Apache Kafka is a distributed streaming platform which is used to build real time streaming data pipelines that can reliably get data between systems and applications. Kafka is run as a cluster on one or more servers. Kafka has 4 core APIs – Producer API, Consumer API, Streams API and Connector API.
Topic – A particular stream of data
- Similar to table in Database
- You can create as many topics as required
- A topic is known by the name given to it.
- Topic should have a replication factor greater than 1. So, this helps when one of the Brokers is down. The same partition of a topic is replicated on another broker.
Partitions –
- Topic are split in partitions.
- Each partition is ordered and starts from 0.
- Each partition has messages which get incremental ids called offset.
Offset –
- Offset only has a meaning for a specific partition.

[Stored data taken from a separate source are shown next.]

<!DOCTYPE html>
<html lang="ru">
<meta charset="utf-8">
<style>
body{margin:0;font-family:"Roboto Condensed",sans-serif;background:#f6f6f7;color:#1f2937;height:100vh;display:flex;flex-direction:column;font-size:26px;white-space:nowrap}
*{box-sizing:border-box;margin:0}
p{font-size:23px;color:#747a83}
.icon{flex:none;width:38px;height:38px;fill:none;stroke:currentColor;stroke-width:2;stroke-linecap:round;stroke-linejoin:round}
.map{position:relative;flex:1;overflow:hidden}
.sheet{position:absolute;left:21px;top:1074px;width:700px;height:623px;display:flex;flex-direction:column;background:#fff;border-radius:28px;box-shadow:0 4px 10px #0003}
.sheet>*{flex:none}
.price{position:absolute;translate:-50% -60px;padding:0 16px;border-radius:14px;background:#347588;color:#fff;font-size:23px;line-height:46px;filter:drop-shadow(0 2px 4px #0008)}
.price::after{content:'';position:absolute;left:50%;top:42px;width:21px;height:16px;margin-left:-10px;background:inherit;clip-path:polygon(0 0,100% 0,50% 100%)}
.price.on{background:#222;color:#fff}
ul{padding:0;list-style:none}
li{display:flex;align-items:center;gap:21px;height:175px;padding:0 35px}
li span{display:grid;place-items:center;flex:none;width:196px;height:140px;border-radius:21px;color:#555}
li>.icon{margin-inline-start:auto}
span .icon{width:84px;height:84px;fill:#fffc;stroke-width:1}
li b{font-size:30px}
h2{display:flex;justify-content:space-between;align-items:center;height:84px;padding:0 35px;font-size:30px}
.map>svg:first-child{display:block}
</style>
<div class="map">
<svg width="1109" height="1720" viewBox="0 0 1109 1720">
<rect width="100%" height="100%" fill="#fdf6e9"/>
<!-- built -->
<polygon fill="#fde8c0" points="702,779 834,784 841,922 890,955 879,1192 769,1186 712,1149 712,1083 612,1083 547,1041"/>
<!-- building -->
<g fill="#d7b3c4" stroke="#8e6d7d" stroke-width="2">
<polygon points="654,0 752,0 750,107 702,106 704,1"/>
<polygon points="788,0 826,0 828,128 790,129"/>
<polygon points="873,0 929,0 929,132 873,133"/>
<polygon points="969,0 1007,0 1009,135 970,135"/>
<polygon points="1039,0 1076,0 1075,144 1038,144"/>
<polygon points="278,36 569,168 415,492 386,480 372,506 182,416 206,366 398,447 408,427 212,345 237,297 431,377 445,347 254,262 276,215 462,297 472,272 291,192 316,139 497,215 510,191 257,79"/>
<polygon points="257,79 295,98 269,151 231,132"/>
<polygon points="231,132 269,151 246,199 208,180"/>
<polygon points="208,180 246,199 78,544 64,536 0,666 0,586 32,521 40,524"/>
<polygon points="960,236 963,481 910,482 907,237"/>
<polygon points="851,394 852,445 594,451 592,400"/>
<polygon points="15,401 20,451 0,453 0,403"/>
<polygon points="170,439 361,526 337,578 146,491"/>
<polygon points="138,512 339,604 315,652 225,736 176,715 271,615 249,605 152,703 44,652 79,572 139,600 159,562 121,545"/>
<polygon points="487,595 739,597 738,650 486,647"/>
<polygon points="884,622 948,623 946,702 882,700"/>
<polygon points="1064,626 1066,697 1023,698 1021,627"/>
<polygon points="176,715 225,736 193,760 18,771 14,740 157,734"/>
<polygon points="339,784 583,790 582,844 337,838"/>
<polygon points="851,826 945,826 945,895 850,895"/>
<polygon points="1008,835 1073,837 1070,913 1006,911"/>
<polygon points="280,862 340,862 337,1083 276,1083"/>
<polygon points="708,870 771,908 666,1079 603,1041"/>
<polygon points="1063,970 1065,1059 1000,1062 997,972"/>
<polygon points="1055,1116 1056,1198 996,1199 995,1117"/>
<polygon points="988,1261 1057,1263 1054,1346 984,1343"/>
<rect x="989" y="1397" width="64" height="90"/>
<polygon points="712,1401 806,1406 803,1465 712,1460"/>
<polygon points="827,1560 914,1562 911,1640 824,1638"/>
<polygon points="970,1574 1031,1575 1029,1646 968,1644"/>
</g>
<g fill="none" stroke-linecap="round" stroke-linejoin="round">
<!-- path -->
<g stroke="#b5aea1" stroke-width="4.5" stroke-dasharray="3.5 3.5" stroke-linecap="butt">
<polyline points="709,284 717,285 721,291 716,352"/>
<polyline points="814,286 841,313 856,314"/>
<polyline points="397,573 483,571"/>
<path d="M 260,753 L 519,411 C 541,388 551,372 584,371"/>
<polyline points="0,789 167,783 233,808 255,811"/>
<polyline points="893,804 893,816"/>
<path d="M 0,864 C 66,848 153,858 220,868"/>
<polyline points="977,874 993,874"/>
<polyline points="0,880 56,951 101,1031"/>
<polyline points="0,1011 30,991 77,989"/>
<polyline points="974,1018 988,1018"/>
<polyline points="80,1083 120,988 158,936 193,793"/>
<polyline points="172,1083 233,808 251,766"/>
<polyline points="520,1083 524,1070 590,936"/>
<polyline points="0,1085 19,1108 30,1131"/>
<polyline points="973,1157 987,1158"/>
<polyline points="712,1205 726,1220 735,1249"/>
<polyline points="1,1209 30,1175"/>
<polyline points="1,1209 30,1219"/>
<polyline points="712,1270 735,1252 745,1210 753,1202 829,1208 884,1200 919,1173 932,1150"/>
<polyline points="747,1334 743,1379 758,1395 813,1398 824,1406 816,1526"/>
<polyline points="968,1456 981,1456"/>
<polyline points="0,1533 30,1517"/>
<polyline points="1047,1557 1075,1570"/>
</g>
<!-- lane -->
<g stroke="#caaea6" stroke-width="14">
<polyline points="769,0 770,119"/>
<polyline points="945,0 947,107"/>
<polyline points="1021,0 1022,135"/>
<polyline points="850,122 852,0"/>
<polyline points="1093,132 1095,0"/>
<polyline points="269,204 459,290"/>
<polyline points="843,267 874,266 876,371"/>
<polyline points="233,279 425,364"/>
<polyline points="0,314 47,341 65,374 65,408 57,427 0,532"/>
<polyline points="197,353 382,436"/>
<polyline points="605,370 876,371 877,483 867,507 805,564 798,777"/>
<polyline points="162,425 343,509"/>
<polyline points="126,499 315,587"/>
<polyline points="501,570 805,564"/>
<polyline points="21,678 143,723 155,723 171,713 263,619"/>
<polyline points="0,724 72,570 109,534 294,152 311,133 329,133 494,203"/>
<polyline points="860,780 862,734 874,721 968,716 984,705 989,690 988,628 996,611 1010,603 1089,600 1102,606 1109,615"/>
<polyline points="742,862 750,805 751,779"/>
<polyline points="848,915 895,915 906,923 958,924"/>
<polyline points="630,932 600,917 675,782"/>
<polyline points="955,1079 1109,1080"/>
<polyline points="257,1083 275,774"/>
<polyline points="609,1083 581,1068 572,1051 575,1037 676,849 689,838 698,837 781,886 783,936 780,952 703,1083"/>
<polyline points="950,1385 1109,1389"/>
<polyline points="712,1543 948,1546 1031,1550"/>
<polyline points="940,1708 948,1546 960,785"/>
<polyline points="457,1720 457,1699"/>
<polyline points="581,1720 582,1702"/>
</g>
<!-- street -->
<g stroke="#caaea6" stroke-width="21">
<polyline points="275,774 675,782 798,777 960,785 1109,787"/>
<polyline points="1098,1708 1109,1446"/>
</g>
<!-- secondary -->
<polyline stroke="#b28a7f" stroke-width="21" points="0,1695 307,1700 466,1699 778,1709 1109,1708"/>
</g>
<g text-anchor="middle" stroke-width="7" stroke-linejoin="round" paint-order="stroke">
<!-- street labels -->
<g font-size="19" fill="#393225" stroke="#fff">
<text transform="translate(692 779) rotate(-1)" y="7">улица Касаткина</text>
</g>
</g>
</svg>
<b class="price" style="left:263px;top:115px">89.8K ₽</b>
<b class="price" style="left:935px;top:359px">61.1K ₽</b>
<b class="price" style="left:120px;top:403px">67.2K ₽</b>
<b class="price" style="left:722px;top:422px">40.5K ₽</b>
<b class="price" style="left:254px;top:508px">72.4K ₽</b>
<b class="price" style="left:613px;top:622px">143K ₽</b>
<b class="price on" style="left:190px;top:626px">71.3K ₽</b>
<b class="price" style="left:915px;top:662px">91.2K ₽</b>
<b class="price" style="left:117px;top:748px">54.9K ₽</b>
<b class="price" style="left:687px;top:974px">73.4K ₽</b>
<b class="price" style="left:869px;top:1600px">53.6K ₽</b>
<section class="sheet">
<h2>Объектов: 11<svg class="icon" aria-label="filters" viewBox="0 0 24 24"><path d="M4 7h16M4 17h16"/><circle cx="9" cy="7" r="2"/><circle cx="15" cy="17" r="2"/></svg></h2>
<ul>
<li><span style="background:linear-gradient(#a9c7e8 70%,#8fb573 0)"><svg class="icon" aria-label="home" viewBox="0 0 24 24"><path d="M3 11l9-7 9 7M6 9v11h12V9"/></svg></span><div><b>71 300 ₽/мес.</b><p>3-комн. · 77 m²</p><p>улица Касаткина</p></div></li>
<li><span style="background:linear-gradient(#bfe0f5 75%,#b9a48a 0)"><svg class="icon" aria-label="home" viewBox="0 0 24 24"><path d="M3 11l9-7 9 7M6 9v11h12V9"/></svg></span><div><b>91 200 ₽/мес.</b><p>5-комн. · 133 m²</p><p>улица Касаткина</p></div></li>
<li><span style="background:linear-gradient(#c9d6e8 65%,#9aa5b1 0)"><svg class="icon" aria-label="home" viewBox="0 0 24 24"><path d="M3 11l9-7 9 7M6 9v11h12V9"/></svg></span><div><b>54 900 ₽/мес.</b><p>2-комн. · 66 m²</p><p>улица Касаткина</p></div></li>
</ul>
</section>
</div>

- Offset 5 in partition 1 does not represent the same data in partition 6.
- Order is maintained only within one partition.
- Data is kept only for a limited period.
- Once the data is written, it cannot be changed
- Data is assigned randomly to a partition unless a key is provided.
Brokers –
- A kafka cluster is composed of multiple Brokers. Each broker is like a server.
- Each broker is identified with a ID
- Each broker contains only certain topic partitions.
- After connecting to any broker, you will be connecting to the entire cluster.
- All the partitions from a topic are distributed across the brokers.
- At any time only one broker acts as a leader for a given partition and that leader can receive and serve the data. The other brokers will synchronize the data. Therefore each partition has one leader and multiple in sync replicas.
Producers –
- Producers write data to topics which are made of partitions.
- Producers automatically know which broker and partition to write to.
- In case of Broker failures, Producers will automatically recover.
- Producers can choose to receive acknowledgement of data writes.
- Acks = 0 : Producer would not wait for acknowledgement and it would lead to a lot of data loss
- Acks = 1: Producer will wait for acknowledgement and it will lead to a limited data loss.
- Acks = all: Leader and replicas will provide an acknowledgement and it will have no data loss.
- Producers can choose to send a key with a message. If the key is null, data is sent in round robin fashion. If the key is sent then the messages for that key will always go to the same partition. A key is sent if you need ordering to your messages for a specific field.
Consumers –
- Consumers read data from a topic which is identified by a name.
- Consumers know which broker to read from.
- In case of broker failures, consumers know how to get to the replicas and consume messages.
- Data is read in an order within each partition of the topic.
Consumer Groups –
- Consumers read data in consumer groups.
- Each consumer in a group reads from a specific partition.
- If we have more consumers than partitions, then some consumers will sit idle.
Consumer Offsets –
- Kafka stores the offsets at which a consumer group has been reading.
- The offsets committed live in Kafka topic named __consumer_offsets
- Whenever a consumer group has processed the data received from Kafka, it will commit the offset.
- If the consumer dies, it should be able to read from where it was left.